At almost 30, Zatepyakin is the eldest of the three cofounders. Eugene Nevgen and Sergey Gonchar are both 23, and Nevgen’s also currently the cofounder and CTO of another A/B testing startup called SplitMetrics. (A/B testing is testing two designs against each other — say, for a web site or app — in real time to see which one gets more desired actions, like clicks on a registration button.)
Gurksi says that he’s been mentoring Nevgen for several years and that Masquerade got started through conversations they had about the explosion of personalised video. Originally, the company planned to build a service that other messenger services could integrate into their existing products. But once they saw how much people enjoyed their beta version, they decided to create a standalone app.

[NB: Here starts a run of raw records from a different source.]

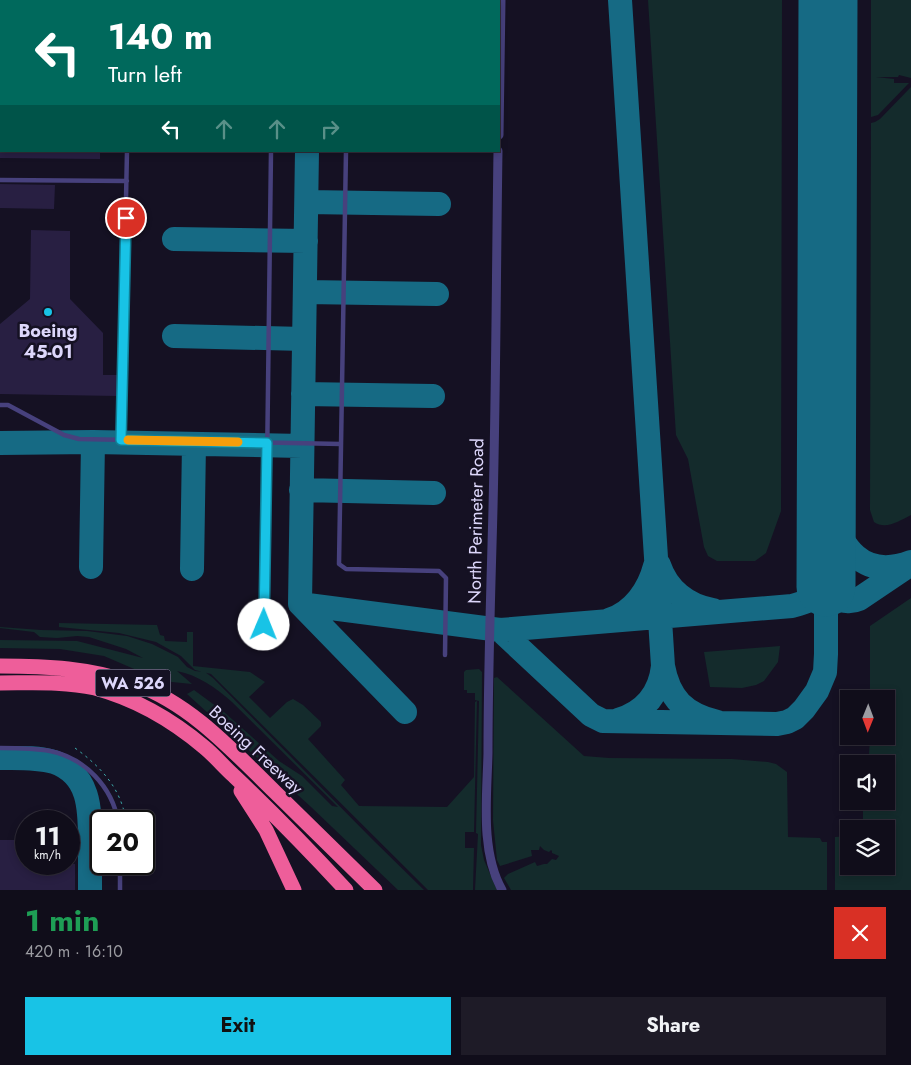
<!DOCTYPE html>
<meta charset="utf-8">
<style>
body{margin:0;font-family:Jost,sans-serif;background:#1e1b27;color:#f1f3f6;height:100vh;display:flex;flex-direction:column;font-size:19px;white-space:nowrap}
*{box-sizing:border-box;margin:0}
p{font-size:16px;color:#9c9ca2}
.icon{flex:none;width:28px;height:28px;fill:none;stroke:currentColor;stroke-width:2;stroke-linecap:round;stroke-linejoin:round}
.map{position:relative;height:890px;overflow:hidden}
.drawer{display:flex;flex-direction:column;background:#100d1a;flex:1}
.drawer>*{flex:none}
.hud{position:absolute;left:0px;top:0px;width:500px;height:152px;box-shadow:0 2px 8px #0003,0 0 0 1px #302d39;background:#00695c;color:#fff;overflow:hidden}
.needle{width:32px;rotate:181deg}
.tools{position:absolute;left:840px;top:690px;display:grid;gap:10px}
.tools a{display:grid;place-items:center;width:55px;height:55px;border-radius:0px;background:#100d1a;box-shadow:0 2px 8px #0003,0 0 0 1px #302d39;font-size:25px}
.speed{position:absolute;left:15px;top:810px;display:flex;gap:10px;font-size:25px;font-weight:700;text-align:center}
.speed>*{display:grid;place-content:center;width:65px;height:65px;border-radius:50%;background:#100d1a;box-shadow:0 2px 8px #0003,0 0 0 1px #302d39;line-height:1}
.speed small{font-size:12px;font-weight:400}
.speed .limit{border:2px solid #111;border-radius:8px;background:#fff;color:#111}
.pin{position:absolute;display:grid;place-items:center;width:42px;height:42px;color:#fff;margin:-21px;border:2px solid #fff;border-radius:50%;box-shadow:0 1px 5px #0007}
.me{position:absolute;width:55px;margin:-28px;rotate:1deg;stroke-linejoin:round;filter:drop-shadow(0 0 4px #0008)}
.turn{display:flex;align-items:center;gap:18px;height:105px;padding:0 25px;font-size:22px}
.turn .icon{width:65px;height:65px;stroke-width:2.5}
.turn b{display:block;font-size:35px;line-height:42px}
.lanes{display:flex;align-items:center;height:48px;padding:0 25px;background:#0003;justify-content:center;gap:25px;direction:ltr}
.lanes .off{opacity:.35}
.round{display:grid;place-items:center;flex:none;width:52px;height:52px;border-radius:0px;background:#1e1b27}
.headline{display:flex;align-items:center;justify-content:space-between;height:85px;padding:0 25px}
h1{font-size:30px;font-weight:700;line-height:38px;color:#1e9e55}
.action{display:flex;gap:10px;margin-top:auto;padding:10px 25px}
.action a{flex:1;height:58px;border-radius:0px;background:#18c3e6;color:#111;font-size:20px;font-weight:700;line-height:58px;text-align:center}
.action a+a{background:#1e1b27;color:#f1f3f6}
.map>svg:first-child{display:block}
</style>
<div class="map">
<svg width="911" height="890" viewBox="0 0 911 890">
<rect width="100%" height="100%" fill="#151123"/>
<path fill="#142b2c" d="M648 0H782L781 511 766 553 755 561H717L708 556 704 547 688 459 676 435Z
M871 0H911V78L899 75 898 77H876L894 79V83H909L878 115 871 117Z
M911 87V515C899 521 886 530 874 522L870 510 871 123 875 122 880 119Z
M911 598V890H835V837L849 836V866H886V829H863V801H886V764H864L866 756 869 755 870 736H886V699H870V626Z
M59 623 157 625 160 635 164 636 165 641 187 642V632H193V666L250 672 265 682 249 697 270 718 287 702 293 699 303 705 321 722V726L308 739 345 780 341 785 359 806 447 807 474 777 475 702 477 701 474 832H465V848H474L473 890H428L211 674 195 670 181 656 156 642 119 633 59 627Z
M0 627 41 630 87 631 127 636 152 644 178 657 187 667 195 671 205 672 213 678 373 840 424 890H398L310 806 187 694 194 690 224 712 279 761 302 776 332 806 338 807 232 702C216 688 198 675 177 671L192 684 162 681 104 656 60 649 0 648V640L77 641 143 658 126 649 89 637 77 636 57 638 40 637 34 632 0 628Z
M780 646 778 662 764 681 756 685 742 688 710 687 704 652Z
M479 669 482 672 481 845 484 860 497 890H475L478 834 476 833 479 701 475 700V693H467V690H464V672L466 670Z
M497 677 584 756 609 758 732 759 768 762 776 764 787 772 788 837 820 838 822 842H827V890H511L504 878 508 874 535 862 537 866 544 864H547L552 859 556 860 559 856 552 853V851L551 850 549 852 544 850 540 846 539 850H531L532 856 500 866 497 860 493 820 494 678Z"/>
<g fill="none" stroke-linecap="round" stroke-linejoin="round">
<path stroke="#166a84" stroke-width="24" d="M310 0 364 1
M620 0 663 666C669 699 685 714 717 722
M307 151 300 604 500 630 792 606C810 601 813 600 826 587
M307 202 439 204
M174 239 306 241
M306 292 437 294
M174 336 304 339
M303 394 433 396
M0 443 93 442 302 446
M301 490 434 493
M826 506C842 546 861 581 911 562
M659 565C667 589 687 606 713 610
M91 567 93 442
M192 569 194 444
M826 587 831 591 835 598C844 601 850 603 859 599L908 566
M300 604 405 712
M609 620C634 612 649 589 655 566
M500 630 591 715 603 721 777 724 787 722 795 718 804 709 817 691 825 672 826 654V587
M618 720C645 712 660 693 663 666
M0 758C18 758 37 757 54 762 91 775 90 811 90 843 90 859 90 874 90 890"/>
<path stroke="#166a84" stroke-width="59" d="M826 587 828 0"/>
</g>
<path fill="#281f42" d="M0 151H100V159L0 158Z
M0 184 55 185 54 209 0 208Z
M31 230 70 231V299L103 333V375H117L118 396 0 394V324L30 299Z
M0 840H26V864H75V890H0Z"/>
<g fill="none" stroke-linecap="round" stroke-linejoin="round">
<path stroke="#3ca9aa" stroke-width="1" stroke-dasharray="2.5 4" stroke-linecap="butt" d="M75 748C101 767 121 788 126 821"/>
<path stroke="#47417d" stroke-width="4.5" d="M275 1V0
M349 1V0
M346 151 339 564 346 569 439 571 446 578 445 655
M0 180 127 181
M0 405H8L64 435 79 439 341 444
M121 440 127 151
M265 625 271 151
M0 748C16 748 34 748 50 751 85 758 112 787 118 821
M120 864V890"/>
<path stroke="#47417d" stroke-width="9" d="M499 135 501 0
M498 151C496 282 496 414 492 545 490 614 488 683 488 753 487 796 480 851 502 890"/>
<path stroke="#ee5e9a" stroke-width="15" d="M0 666C46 666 91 668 135 684 191 704 233 751 275 792 308 824 341 857 375 890
M0 683C31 683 64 681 95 688 136 699 172 720 204 747 215 756 224 767 234 776 273 813 310 851 346 890
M241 791 266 830 294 890"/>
</g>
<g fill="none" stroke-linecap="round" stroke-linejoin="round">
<defs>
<path id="route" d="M126 218 121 440 267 443 264 625"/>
</defs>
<use href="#route" stroke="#107f96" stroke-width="12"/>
<use href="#route" stroke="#18c3e6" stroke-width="9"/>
<path stroke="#f59e0b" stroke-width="9" d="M128 440 238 442"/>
</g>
<circle fill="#18c3e6" stroke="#151123" stroke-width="2" cx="48" cy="312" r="5"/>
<g text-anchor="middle" stroke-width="5" stroke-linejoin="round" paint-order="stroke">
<rect fill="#151123" stroke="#a19cba" stroke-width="1" x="95.5" y="669.5" width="75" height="27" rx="4"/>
<g font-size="16" font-weight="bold" fill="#ddd7fb">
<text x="133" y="689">WA 526</text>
</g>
<g font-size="18" font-weight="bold" fill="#ddd7fb" stroke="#151123">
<text x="48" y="337">Boeing<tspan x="48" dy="21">45-01</tspan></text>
</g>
<g font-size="18" fill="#ddd7fb" stroke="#151123">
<text transform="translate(476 521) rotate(-89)" y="6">North Perimeter Road</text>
<text transform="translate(256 750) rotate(43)" y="6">Boeing Freeway</text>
</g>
</g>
</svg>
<div class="tools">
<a><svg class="needle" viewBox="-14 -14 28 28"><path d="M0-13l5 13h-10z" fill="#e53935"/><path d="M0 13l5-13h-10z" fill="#9c9ca2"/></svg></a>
<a><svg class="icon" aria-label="sound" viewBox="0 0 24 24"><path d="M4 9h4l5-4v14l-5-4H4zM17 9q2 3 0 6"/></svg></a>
<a><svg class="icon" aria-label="layers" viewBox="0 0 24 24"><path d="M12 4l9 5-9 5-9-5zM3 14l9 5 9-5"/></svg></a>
</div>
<div class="speed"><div>11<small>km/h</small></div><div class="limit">20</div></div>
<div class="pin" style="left:126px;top:218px;background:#d93025"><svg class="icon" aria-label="arrive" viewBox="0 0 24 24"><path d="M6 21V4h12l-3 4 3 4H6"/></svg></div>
<svg class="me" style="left:264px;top:625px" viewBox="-20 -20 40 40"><circle r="19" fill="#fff"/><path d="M0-13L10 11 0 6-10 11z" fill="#18c3e6"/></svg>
<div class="hud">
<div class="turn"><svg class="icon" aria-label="left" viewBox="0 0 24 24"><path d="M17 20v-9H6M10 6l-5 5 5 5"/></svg><div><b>140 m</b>Turn left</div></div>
<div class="lanes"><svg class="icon" aria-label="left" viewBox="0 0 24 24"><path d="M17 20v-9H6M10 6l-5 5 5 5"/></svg><svg class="icon off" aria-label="ahead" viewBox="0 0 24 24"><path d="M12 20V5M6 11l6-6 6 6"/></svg><svg class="icon off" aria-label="ahead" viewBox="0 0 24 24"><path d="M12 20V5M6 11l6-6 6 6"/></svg><svg class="icon off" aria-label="right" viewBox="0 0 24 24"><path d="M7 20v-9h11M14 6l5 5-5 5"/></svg></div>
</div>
</div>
<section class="drawer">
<div class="headline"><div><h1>1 min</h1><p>420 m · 16:10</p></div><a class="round" style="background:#d93025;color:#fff"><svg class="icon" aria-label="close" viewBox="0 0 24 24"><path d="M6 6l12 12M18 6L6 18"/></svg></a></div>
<div class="action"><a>Exit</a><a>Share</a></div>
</section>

They launched it in the app store right before Christmas. It took off in Eastern Europe and spread to the US after Masquerade launched an update with American-centric masks, like Leonardo DiCaprio for the Oscars.
The allure of FB
When Facebook acquired Masquerade, it had 16 million users, and Davidov estimates that it will finish March with more than 25 million downloads.
“Joining Facebook will allow them to bring the product to an incredible amount of people,” he adds. “Even their 16 million users at the time of the deal can’t compare to Facebook’s 1.6 billion users.”
Gurski says that enormous reach and the fact that Facebook still has a “startup spirit” made it the perfect place for Masquerade.
Gurski and Gagarin Capital collectively invested about $1 million in the startup. He and the team started talking with Facebook thanks to a “few friends” who had connections there.
The acquisition was a good deal for both parties, he says.
One of Masquerade’s advisors, Jonathan Hart, says he wasn’t surprised by how much interest the young app received from other companies.
“Silicon Valley didn’t know what hit ’em and they should expect more of these innovations to pop up out of nowhere,” he told Business Insider via email. “Not everything amazing is birthed in Silicon Valley.”